### [PROBLEM TO SOLVE]
The response should contain only those lines of the entries below that include the string "lineWidth".

---------------

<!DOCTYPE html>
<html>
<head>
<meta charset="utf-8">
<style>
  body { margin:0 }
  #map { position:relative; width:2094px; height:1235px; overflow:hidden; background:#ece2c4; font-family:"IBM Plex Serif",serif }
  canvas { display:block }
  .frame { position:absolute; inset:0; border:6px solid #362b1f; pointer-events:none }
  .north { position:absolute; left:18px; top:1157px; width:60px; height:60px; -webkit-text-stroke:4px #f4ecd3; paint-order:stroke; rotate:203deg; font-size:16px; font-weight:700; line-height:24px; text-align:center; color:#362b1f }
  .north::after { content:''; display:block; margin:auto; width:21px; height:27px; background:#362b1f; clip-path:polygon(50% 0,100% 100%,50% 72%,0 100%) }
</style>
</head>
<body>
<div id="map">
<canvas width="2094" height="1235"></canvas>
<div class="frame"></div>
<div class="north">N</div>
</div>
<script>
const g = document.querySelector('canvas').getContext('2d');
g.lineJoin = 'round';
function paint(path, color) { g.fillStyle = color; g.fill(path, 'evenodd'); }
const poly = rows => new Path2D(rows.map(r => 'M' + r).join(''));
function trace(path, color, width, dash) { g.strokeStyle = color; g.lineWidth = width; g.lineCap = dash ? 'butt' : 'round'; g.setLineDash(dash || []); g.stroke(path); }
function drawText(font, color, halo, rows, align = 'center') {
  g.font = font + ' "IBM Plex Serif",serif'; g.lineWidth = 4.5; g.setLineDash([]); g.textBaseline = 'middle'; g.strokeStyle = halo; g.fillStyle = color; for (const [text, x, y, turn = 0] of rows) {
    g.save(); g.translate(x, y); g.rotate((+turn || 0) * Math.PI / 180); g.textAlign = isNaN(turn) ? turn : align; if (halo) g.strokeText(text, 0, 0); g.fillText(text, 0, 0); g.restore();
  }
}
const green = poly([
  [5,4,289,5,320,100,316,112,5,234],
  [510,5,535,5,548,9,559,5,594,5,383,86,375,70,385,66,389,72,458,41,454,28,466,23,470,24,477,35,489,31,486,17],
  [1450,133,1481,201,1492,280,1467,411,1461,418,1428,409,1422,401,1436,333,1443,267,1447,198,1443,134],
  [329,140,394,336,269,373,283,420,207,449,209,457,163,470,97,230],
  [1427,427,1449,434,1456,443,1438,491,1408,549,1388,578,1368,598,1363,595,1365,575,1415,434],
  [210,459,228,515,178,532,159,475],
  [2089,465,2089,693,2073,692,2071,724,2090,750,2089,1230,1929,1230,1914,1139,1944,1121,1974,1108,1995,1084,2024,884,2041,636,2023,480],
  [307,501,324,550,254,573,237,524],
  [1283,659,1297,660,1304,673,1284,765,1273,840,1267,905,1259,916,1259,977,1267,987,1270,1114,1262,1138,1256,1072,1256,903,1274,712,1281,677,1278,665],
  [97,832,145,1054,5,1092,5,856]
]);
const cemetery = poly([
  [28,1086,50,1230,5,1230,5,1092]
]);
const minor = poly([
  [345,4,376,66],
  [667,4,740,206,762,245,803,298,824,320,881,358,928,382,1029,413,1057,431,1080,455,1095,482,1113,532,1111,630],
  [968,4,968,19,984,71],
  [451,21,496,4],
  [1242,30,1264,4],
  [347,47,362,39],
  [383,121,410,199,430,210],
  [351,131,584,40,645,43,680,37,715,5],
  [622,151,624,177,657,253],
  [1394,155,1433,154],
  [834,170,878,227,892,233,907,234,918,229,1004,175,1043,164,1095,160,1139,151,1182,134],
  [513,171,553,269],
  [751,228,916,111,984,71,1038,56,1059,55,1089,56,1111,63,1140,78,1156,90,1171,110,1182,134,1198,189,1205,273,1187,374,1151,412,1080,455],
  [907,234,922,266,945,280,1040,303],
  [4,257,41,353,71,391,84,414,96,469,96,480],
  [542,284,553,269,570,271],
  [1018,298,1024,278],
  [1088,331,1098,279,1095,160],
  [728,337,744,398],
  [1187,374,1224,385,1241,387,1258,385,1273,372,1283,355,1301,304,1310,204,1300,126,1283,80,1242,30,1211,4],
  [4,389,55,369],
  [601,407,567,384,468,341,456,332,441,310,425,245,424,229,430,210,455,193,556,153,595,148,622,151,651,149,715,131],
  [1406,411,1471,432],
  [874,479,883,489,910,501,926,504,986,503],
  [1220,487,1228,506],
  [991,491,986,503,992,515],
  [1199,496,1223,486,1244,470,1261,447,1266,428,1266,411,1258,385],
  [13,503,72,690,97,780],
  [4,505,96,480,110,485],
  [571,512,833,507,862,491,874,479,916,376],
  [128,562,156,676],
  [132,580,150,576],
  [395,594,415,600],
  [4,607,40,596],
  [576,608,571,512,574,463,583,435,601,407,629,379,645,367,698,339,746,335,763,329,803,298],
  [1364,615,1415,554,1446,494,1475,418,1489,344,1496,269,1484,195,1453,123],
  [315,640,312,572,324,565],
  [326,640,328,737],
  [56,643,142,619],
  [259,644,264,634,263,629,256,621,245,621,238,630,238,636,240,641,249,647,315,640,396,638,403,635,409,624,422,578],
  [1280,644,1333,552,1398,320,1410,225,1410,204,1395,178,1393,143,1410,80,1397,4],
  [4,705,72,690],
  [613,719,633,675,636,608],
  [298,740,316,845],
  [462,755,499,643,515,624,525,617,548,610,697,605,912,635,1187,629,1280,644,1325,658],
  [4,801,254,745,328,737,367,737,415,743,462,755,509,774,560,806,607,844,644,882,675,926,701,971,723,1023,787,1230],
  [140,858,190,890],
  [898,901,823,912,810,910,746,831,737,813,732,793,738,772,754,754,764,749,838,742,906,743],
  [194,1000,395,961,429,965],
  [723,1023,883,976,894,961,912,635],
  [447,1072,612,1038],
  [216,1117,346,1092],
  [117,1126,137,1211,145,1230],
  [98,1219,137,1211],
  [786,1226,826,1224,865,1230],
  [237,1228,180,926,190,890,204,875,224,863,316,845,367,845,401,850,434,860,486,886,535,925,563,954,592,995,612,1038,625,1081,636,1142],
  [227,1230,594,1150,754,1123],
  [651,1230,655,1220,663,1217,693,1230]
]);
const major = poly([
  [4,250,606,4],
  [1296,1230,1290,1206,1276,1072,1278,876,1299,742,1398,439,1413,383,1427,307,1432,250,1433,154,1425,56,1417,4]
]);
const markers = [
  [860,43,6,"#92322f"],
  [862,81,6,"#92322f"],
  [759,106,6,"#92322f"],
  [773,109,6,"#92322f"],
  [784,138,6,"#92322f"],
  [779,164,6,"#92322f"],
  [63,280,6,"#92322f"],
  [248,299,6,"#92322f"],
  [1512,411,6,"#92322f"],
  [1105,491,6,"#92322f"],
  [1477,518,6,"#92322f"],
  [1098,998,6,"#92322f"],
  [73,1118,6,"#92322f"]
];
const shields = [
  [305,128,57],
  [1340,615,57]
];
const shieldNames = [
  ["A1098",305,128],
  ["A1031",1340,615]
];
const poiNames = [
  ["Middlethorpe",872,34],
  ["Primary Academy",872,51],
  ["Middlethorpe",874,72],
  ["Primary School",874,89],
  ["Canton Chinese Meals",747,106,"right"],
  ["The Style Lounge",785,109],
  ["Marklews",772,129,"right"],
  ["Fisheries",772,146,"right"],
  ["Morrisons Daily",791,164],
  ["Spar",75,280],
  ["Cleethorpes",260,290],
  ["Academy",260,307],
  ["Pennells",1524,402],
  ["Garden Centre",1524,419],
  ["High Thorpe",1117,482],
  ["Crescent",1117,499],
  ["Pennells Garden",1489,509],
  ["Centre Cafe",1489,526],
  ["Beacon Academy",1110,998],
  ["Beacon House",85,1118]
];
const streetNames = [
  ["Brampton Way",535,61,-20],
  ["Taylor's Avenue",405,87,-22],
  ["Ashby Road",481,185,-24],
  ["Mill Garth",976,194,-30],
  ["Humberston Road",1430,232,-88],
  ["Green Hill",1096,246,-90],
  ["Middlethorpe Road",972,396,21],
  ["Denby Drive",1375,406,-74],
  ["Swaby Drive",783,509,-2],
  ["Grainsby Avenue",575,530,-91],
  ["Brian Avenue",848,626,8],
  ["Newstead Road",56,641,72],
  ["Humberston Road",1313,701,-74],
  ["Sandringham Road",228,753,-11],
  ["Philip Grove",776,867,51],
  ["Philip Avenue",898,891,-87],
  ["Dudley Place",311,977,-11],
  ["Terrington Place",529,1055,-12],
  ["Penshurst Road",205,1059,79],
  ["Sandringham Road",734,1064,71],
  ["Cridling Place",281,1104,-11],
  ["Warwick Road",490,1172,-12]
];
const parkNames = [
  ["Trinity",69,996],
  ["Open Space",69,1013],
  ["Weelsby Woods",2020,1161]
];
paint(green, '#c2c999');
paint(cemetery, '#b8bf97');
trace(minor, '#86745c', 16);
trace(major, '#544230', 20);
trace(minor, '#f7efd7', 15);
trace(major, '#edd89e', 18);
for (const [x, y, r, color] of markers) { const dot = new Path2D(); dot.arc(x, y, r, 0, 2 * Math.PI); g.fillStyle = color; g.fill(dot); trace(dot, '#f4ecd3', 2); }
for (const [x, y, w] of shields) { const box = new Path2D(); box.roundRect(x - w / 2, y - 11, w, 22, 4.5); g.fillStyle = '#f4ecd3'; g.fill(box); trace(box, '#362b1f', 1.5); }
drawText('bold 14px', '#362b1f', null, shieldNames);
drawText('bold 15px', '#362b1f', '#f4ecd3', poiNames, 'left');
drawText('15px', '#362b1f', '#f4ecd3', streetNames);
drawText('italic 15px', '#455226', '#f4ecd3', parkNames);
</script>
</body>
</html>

---------------

### [WRITTEN RESPONSE]
function trace(path, color, width, dash) { g.strokeStyle = color; g.lineWidth = width; g.lineCap = dash ? 'butt' : 'round'; g.setLineDash(dash || []); g.stroke(path); }
  g.font = font + ' "IBM Plex Serif",serif'; g.lineWidth = 4.5; g.setLineDash([]); g.textBaseline = 'middle'; g.strokeStyle = halo; g.fillStyle = color; for (const [text, x, y, turn = 0] of rows) {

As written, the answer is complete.